Start of TASK INPUT

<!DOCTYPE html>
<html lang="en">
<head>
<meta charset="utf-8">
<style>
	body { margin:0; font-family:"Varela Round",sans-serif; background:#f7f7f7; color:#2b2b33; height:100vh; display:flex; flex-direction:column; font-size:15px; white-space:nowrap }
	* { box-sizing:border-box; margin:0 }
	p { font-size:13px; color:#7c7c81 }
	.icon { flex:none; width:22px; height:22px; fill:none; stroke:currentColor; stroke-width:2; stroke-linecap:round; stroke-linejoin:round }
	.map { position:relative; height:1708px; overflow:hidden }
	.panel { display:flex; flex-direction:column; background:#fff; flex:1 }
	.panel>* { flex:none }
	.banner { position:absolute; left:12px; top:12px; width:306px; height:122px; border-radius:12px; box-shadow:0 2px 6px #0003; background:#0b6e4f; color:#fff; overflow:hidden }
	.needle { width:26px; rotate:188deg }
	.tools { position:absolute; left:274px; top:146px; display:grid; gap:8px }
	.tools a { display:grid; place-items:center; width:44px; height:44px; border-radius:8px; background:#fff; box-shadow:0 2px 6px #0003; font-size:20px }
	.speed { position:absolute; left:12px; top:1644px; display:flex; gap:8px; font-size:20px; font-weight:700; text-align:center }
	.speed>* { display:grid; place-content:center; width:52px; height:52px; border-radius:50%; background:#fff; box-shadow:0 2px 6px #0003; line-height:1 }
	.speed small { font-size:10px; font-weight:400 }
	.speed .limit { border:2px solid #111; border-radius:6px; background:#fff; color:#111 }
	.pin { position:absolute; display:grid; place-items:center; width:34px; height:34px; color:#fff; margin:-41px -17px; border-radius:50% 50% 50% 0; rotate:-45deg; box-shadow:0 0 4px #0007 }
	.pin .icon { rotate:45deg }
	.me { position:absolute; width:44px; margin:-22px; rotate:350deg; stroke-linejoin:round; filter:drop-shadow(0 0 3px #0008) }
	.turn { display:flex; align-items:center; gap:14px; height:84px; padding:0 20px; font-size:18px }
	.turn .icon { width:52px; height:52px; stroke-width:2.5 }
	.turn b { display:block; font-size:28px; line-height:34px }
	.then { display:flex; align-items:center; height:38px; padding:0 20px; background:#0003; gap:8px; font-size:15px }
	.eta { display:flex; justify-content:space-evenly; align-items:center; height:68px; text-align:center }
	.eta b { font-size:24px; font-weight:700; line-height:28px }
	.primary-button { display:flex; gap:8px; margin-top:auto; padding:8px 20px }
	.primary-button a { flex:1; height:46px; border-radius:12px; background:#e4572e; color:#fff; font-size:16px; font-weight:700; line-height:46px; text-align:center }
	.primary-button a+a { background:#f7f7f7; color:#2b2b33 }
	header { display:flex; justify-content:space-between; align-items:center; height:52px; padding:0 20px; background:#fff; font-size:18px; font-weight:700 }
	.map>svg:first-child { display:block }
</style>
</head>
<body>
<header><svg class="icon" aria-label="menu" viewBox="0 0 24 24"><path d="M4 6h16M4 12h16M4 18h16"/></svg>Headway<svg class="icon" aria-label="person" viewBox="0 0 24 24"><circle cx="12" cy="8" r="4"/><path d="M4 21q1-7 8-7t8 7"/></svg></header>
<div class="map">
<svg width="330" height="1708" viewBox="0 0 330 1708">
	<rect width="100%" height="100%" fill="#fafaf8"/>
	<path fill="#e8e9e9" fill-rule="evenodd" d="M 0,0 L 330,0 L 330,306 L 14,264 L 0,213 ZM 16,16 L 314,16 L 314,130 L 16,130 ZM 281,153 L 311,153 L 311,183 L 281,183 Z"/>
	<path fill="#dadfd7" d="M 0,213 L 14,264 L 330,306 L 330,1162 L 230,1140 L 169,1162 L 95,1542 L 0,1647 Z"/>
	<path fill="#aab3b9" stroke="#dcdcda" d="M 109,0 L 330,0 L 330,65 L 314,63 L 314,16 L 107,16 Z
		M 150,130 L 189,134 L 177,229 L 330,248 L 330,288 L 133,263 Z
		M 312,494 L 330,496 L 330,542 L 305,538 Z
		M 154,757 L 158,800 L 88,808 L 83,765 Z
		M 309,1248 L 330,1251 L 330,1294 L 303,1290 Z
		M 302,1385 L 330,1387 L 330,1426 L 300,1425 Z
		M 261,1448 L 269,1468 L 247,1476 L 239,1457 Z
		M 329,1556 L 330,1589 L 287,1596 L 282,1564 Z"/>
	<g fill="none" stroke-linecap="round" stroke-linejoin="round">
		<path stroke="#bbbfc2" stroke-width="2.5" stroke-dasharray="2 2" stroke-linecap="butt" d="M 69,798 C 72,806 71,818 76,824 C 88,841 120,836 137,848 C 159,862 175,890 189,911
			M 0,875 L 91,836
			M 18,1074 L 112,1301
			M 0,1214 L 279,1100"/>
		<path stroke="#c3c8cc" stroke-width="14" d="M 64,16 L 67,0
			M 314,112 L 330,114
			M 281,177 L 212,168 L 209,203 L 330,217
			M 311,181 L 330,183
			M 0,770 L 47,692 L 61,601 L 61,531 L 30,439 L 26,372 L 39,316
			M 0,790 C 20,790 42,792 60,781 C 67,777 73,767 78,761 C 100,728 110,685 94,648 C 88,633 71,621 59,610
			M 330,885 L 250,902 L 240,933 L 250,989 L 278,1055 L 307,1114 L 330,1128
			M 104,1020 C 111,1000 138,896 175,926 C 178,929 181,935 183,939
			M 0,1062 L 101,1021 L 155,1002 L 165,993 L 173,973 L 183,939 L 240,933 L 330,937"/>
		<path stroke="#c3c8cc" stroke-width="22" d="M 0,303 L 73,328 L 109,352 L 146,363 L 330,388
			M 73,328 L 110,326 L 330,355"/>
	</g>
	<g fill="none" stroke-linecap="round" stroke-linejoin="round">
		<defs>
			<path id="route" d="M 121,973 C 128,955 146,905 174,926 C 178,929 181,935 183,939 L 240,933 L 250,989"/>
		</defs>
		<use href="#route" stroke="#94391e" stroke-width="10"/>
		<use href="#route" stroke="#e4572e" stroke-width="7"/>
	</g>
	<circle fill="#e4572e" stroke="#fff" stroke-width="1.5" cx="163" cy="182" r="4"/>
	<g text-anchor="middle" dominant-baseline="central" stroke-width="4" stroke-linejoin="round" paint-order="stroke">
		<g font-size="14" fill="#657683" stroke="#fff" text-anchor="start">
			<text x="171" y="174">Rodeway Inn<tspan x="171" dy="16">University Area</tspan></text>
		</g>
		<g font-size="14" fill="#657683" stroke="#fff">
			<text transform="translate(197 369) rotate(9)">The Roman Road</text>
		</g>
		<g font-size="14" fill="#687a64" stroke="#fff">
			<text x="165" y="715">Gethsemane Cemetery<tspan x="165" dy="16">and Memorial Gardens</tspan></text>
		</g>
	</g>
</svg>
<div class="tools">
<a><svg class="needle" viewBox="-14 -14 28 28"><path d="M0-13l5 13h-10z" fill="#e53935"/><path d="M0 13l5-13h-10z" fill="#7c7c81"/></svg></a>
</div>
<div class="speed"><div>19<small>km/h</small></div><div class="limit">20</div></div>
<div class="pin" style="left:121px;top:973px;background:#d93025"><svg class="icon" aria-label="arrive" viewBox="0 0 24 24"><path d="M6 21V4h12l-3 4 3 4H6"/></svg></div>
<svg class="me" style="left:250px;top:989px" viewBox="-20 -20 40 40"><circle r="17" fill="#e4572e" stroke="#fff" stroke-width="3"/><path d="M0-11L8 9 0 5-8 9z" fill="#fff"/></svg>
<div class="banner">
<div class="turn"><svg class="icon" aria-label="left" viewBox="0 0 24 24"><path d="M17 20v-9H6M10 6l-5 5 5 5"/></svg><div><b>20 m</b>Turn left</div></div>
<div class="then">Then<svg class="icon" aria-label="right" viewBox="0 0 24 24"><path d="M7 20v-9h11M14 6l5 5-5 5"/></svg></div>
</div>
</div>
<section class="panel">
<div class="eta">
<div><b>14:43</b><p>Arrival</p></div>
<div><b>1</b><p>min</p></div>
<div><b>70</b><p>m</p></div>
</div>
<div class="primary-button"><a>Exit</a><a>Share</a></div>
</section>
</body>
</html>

End of TASK INPUT

EXERCISE AIM -
All lines above between those holding "M 329,1556 L" and "M 18,1074 L 112,1301", inclusive, must be set down unchanged, and no other line may be included.

YOUR RESPONSE -
		M 329,1556 L 330,1589 L 287,1596 L 282,1564 Z"/>
	<g fill="none" stroke-linecap="round" stroke-linejoin="round">
		<path stroke="#bbbfc2" stroke-width="2.5" stroke-dasharray="2 2" stroke-linecap="butt" d="M 69,798 C 72,806 71,818 76,824 C 88,841 120,836 137,848 C 159,862 175,890 189,911
			M 0,875 L 91,836
			M 18,1074 L 112,1301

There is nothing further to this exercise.